-- Data --
__________

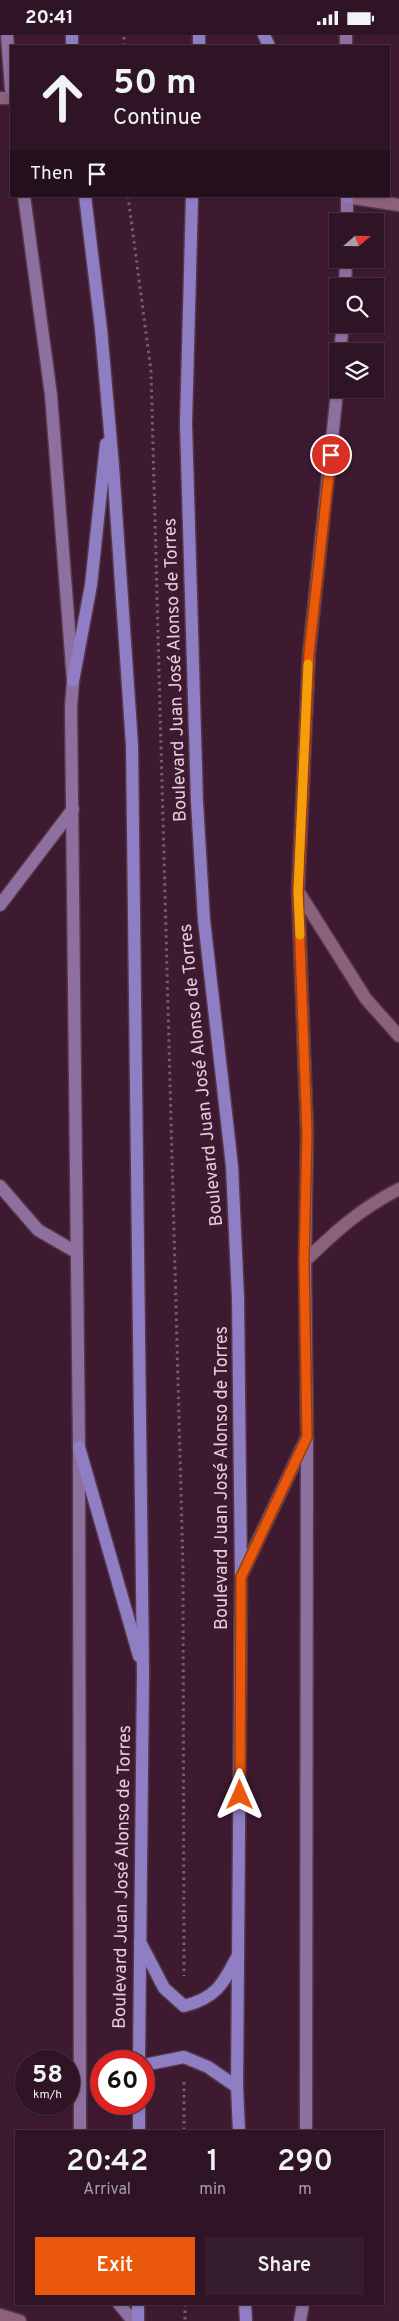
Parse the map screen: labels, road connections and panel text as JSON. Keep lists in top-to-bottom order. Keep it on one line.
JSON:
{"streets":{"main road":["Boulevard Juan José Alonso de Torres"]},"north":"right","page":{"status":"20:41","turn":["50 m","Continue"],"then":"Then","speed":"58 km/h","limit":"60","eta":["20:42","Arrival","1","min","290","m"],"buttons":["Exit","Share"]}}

__________

-- What you should do --
Leaving the pictures aside, repeat the data above exactly.

-- Answer box --
Parse the map screen: labels, road connections and panel text as JSON. Keep lists in top-to-bottom order. Keep it on one line.
JSON:
{"streets":{"main road":["Boulevard Juan José Alonso de Torres"]},"north":"right","page":{"status":"20:41","turn":["50 m","Continue"],"then":"Then","speed":"58 km/h","limit":"60","eta":["20:42","Arrival","1","min","290","m"],"buttons":["Exit","Share"]}}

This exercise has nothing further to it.